What to do>
Reproduce each line from the records that holds "left".
*** Block opens ***
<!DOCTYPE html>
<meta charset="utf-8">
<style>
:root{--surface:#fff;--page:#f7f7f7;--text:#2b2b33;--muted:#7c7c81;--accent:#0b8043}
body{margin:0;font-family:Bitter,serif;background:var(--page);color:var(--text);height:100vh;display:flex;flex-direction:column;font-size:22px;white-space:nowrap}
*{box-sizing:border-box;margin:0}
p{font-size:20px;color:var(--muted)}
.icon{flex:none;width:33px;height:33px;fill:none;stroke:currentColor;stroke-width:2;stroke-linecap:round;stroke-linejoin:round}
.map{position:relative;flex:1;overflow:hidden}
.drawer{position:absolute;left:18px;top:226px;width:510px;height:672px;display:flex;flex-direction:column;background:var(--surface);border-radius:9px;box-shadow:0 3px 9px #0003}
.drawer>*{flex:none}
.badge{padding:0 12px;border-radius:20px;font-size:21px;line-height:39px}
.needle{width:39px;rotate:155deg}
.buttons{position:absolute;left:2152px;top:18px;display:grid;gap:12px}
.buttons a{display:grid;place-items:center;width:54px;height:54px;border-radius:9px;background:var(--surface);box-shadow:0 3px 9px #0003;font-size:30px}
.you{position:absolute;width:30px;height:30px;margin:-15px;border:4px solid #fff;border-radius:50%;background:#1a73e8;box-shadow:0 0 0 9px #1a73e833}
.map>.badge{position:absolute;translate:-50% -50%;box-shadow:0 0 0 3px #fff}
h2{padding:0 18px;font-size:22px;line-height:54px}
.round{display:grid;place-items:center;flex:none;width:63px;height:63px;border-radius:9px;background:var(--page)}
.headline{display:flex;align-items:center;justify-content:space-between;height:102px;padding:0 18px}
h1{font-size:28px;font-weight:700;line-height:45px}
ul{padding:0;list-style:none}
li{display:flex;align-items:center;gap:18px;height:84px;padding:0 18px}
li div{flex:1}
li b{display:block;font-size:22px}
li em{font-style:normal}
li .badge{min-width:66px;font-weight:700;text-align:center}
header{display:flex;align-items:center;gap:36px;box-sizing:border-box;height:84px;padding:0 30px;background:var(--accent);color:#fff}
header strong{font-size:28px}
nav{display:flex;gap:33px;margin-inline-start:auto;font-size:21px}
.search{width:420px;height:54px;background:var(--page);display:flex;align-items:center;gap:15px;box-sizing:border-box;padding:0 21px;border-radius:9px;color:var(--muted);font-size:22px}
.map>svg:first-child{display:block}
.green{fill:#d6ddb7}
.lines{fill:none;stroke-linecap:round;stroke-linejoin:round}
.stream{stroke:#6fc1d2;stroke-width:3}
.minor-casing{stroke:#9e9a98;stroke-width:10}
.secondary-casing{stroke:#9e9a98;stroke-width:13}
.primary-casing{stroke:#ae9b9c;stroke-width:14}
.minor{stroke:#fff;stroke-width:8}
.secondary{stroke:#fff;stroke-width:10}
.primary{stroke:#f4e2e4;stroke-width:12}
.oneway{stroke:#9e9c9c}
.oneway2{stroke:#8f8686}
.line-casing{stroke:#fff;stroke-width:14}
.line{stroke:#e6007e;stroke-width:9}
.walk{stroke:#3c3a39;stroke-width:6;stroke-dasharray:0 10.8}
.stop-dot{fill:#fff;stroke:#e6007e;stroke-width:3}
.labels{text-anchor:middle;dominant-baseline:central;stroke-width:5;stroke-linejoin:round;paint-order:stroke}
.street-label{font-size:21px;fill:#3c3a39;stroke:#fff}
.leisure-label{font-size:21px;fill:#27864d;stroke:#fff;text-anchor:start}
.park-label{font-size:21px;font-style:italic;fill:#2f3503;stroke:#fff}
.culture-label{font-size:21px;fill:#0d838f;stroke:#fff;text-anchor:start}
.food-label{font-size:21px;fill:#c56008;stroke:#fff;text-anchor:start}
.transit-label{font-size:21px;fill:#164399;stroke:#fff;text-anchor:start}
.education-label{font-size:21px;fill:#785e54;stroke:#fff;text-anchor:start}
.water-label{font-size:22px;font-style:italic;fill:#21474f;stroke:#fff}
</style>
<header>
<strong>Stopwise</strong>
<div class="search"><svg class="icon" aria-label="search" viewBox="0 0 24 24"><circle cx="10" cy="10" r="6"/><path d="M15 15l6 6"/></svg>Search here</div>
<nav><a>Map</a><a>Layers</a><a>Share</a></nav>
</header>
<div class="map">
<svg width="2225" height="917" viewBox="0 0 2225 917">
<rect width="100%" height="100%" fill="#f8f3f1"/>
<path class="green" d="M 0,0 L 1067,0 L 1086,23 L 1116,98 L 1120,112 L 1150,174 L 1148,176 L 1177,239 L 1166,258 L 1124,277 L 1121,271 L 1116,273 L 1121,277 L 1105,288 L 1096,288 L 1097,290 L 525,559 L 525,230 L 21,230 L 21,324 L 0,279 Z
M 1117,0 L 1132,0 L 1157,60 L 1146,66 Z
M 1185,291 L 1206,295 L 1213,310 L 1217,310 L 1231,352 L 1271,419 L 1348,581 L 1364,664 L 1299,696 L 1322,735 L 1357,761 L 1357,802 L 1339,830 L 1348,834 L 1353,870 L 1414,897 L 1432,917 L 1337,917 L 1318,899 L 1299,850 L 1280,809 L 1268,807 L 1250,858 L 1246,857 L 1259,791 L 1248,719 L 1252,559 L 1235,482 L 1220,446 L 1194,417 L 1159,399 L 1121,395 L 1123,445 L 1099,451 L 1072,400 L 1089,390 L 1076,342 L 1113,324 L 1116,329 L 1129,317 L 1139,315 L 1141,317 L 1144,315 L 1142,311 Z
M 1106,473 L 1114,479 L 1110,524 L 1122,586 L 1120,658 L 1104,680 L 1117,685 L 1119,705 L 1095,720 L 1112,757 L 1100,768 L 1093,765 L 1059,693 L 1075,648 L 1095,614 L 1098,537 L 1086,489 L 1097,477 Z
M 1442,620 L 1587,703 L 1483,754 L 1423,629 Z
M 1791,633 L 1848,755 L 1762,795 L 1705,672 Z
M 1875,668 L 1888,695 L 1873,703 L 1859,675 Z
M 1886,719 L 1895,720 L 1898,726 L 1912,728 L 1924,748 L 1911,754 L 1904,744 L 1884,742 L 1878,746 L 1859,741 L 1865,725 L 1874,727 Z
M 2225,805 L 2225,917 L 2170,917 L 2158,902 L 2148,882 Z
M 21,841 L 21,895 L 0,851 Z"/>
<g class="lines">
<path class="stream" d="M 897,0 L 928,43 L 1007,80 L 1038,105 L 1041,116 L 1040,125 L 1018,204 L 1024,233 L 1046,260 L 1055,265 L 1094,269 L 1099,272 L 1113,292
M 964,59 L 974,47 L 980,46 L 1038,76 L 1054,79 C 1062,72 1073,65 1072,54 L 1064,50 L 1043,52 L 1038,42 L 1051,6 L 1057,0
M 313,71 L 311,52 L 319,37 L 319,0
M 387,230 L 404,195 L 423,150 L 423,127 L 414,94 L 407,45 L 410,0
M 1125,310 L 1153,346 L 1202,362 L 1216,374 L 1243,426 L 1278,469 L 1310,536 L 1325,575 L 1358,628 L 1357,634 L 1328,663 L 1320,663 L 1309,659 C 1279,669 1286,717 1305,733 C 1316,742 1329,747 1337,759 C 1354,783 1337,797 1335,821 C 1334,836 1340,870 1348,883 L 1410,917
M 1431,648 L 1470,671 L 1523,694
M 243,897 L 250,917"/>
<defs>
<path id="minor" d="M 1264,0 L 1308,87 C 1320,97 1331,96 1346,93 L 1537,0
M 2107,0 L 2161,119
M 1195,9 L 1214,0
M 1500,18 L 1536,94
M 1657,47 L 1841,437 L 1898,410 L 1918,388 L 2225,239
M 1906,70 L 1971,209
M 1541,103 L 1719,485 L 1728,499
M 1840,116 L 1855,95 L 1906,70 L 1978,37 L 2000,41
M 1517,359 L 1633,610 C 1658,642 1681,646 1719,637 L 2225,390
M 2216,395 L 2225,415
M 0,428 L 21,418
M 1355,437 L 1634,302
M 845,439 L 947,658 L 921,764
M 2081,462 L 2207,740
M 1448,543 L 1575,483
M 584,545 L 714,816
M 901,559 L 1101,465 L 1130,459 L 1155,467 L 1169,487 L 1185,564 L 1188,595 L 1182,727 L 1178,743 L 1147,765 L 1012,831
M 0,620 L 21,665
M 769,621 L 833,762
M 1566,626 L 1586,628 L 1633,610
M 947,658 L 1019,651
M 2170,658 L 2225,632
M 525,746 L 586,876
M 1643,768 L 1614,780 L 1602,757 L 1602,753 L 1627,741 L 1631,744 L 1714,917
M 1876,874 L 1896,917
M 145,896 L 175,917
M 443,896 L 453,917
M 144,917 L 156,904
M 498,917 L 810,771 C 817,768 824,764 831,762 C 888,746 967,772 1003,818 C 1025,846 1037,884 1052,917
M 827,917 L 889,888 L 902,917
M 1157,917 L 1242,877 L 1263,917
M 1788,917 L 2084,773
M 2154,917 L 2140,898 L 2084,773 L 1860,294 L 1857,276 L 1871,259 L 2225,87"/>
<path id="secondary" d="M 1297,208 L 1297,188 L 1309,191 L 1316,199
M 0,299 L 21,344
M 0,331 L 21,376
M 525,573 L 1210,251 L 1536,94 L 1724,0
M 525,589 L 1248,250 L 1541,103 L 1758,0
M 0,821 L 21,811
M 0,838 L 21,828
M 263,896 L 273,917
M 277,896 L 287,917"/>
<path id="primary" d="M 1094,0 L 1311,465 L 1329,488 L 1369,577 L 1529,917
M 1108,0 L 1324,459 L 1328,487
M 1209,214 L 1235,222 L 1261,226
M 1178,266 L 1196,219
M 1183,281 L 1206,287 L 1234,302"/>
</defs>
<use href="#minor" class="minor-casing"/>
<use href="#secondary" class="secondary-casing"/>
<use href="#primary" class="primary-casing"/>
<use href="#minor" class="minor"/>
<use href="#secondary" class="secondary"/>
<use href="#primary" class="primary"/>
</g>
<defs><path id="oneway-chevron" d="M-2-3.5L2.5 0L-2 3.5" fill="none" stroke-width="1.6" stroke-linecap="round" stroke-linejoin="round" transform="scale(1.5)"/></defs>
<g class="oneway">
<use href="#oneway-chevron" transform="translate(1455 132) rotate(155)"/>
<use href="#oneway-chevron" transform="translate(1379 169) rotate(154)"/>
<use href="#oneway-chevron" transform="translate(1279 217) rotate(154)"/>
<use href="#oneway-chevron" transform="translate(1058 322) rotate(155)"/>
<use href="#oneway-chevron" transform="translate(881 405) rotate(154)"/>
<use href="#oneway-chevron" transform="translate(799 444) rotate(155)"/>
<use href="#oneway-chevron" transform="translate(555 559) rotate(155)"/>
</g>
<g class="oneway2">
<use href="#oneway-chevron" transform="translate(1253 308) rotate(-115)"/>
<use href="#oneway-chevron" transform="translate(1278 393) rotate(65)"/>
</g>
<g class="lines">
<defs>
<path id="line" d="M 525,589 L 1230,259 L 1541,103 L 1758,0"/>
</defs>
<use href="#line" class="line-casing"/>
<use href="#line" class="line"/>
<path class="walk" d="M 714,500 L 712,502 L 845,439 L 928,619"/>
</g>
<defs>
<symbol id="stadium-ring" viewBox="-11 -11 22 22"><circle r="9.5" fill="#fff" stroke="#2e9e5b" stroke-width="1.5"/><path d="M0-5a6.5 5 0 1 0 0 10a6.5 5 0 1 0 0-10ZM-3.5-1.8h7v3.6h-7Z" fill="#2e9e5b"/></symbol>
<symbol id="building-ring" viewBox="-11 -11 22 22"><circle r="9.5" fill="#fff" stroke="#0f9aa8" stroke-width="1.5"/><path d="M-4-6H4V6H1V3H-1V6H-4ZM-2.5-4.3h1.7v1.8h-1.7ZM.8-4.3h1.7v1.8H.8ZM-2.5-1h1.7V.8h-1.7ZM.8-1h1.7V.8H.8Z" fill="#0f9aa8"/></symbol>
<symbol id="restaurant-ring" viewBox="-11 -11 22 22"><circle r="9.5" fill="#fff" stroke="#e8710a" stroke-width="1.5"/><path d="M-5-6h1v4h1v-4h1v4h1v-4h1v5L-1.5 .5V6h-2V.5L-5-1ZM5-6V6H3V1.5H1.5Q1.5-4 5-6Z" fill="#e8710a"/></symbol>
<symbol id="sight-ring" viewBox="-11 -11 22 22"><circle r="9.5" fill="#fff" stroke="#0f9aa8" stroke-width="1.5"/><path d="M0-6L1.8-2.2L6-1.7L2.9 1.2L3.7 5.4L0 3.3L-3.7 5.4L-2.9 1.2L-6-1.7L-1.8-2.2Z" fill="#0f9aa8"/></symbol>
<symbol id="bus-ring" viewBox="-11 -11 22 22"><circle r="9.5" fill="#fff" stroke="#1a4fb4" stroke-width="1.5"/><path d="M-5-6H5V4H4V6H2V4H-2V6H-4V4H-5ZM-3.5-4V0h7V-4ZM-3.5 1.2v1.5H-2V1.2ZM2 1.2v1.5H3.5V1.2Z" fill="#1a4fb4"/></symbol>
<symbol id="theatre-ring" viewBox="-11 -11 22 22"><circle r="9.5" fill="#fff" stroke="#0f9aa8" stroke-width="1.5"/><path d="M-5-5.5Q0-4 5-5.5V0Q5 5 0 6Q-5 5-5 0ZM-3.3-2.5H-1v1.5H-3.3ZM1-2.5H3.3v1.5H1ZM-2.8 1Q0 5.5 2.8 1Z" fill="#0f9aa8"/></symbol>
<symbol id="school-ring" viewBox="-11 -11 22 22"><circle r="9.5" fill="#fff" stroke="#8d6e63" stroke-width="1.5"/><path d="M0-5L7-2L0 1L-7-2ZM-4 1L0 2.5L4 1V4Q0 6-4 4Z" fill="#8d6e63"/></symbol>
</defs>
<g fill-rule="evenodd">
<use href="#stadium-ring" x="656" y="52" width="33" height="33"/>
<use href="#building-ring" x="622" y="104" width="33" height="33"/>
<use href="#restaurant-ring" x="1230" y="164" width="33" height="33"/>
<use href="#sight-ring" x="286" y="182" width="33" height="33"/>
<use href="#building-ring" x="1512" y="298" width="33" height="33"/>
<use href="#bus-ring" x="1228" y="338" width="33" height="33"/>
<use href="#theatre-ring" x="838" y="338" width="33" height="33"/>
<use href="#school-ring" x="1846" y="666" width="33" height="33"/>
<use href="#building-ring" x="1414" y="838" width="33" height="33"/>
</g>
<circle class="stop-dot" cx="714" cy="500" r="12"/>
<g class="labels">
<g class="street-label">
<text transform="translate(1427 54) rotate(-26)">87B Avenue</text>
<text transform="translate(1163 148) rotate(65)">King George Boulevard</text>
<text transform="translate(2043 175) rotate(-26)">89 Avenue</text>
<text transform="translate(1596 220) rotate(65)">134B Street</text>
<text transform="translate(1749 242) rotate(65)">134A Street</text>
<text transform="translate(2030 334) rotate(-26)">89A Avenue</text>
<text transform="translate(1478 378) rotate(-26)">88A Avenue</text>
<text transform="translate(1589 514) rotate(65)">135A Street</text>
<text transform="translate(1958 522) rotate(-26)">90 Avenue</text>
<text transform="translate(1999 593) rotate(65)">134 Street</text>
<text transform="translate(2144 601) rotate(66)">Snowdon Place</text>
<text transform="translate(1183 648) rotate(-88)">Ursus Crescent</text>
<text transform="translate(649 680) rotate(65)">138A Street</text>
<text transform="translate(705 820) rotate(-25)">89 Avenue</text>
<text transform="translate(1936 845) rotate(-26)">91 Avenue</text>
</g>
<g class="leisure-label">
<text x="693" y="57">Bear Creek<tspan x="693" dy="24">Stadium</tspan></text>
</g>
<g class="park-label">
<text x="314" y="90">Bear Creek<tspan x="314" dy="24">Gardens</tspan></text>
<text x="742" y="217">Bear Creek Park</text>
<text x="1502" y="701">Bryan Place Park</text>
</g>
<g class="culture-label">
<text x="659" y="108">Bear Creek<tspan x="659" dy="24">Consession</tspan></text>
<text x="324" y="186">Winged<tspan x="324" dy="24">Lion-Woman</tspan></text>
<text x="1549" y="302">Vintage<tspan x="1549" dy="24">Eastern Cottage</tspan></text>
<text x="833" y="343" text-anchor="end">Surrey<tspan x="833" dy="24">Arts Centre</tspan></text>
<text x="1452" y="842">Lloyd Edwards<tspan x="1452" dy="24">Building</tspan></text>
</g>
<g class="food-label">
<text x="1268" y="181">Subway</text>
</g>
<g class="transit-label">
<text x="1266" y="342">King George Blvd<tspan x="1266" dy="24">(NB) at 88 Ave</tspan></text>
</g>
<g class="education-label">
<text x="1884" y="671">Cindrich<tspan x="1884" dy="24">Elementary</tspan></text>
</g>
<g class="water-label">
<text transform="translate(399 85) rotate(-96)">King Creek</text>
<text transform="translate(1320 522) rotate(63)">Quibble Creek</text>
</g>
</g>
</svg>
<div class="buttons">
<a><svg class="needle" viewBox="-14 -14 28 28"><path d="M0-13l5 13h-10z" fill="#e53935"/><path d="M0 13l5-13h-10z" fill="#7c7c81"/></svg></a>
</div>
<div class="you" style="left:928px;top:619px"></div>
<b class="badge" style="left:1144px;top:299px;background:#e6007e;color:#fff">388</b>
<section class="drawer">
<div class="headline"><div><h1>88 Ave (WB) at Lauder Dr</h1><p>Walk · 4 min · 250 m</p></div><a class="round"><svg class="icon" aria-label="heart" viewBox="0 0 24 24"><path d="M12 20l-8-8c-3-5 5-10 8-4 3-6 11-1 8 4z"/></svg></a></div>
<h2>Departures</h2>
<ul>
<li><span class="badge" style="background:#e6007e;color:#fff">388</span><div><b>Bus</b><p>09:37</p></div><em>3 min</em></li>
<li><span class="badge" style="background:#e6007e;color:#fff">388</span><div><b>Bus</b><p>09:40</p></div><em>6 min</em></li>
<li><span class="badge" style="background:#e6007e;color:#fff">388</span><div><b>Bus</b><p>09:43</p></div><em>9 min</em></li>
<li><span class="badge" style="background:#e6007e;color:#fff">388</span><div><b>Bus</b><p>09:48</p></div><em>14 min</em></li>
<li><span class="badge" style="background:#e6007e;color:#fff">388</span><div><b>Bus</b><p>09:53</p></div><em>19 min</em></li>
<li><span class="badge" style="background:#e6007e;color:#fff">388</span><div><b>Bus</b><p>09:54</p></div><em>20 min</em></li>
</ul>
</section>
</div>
*** Block closes ***
Task result>
.drawer{position:absolute;left:18px;top:226px;width:510px;height:672px;display:flex;flex-direction:column;background:var(--surface);border-radius:9px;box-shadow:0 3px 9px #0003}
.buttons{position:absolute;left:2152px;top:18px;display:grid;gap:12px}
<div class="you" style="left:928px;top:619px"></div>
<b class="badge" style="left:1144px;top:299px;background:#e6007e;color:#fff">388</b>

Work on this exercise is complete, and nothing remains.